If the JWT expiration is set to the same as for Keycloak, it should be comparable performance-wise. On the other hand, one could decide they don't need such quick propagation and set the expiration to hours or days.

Keycloak authorizer periodically refreshes grants for existing sessions (the interval is configurable). That allows removal of permissions to be detected before the session expires, thus it is decoupled from access token expiry time, and session expiry.

Do you see a way to support this and do you believe it would be critical?

For groups and principal extraction we already support JsonPath queries, so it could be similar here.

A JSON path query for the claim name seems very reasonable as long as the actual data model/contract is static.

Any other thoughts and would you support continuing with this optional extension for supporting generic JWTs ?

[mstruk]

Keycloak authorizer periodically refreshes grants for existing sessions (the interval is configurable). That allows removal of permissions to be detected before the session expires, thus it is decoupled from access token expiry time, and session expiry.

Do you see a way to support this and do you believe it would be critical?

I don't think this is critical. I just wanted to clarify how exactly Keycloak authorizer does it.

Any other thoughts and would you support continuing with this optional extension for supporting generic JWTs ?

This sounds quite usable. How much usage it actually gets is a matter of how it can integrate with existing SSO / Directory Services solutions. If we can really make it elegant to use with Azure Active Directory and hopefully other cloud providers' solutions that can be a very useful feature.

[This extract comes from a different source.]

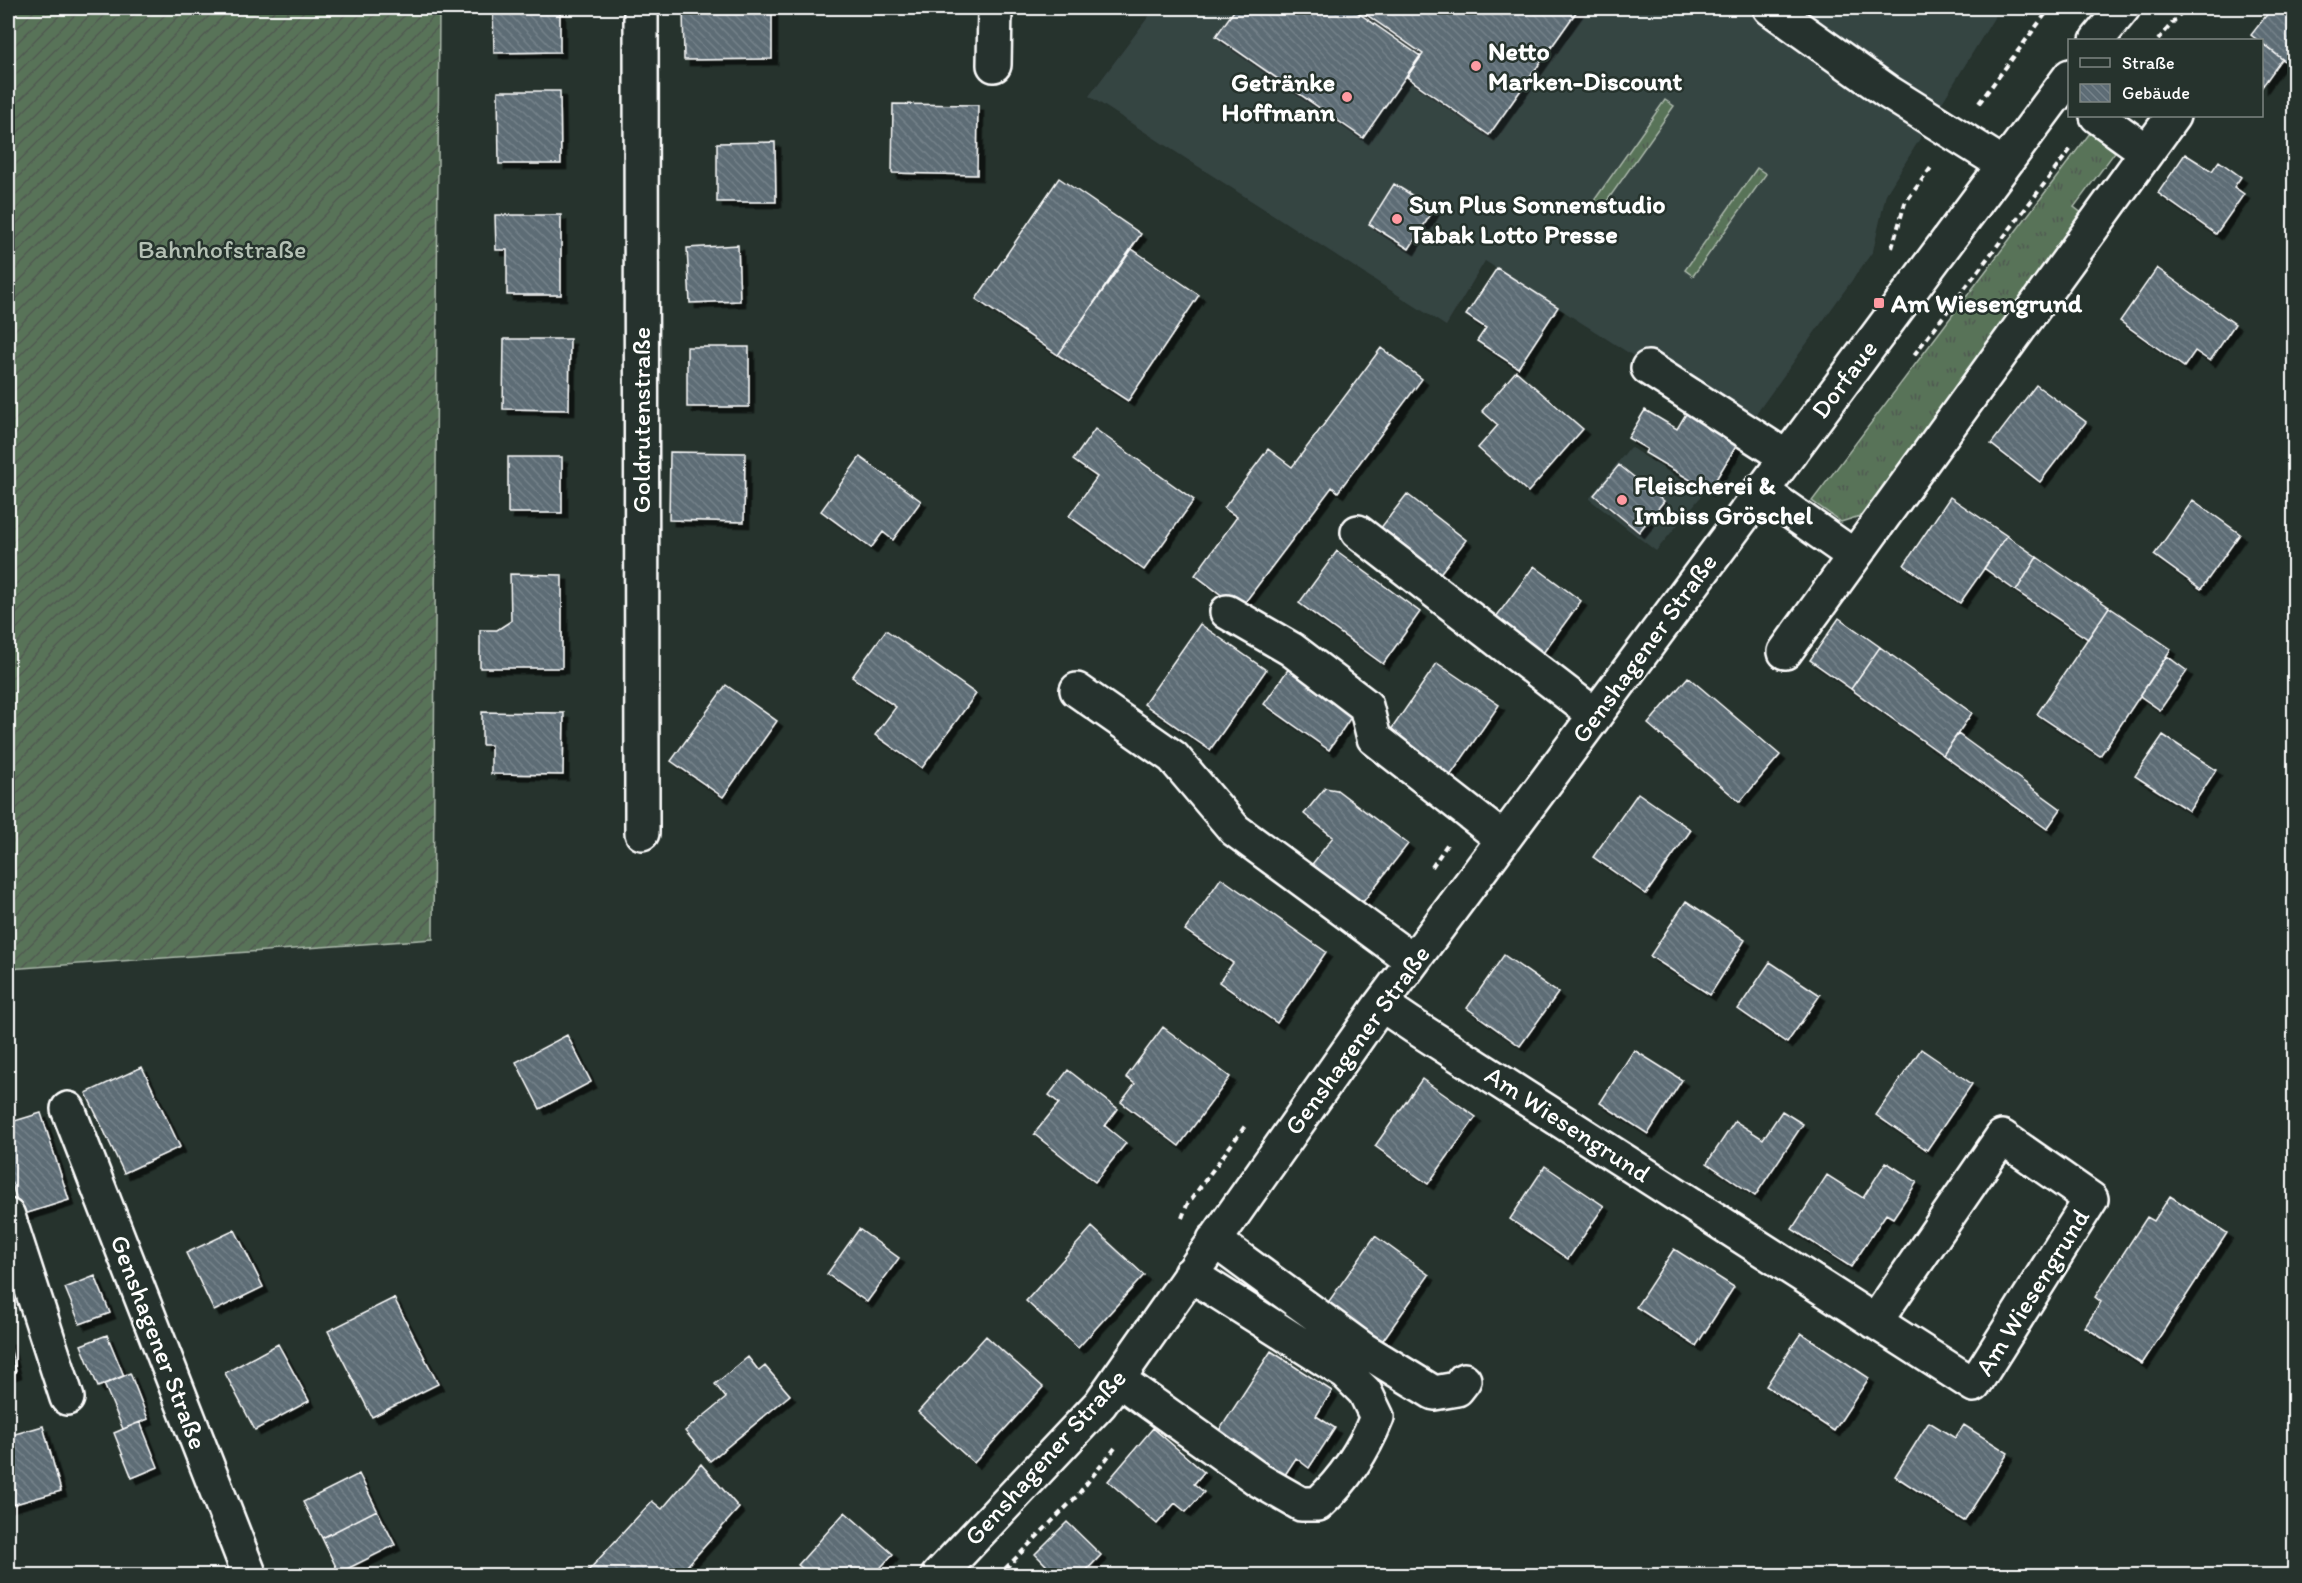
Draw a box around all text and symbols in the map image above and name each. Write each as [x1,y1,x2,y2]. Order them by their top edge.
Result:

I don't know, what do other maintainers think? @scholzj @ppatierno @tombentley

[scholzj]

I raised my concerns before. I think this should definitely have a proposal before accepting any implementation.

[iblutrifork]

If you believe we don't need to discuss further here, I will move on to writing a proposal.

[scholzj]

Well, we can keep discussing things here - I do not necessarily want to block the discussion here. But in the end, the proposal is what helps to drive the discussion, make it a bit more structured as the proposal can be updated based on the comments, and hopefully make sure it is not just you, me, and Marko discussing it.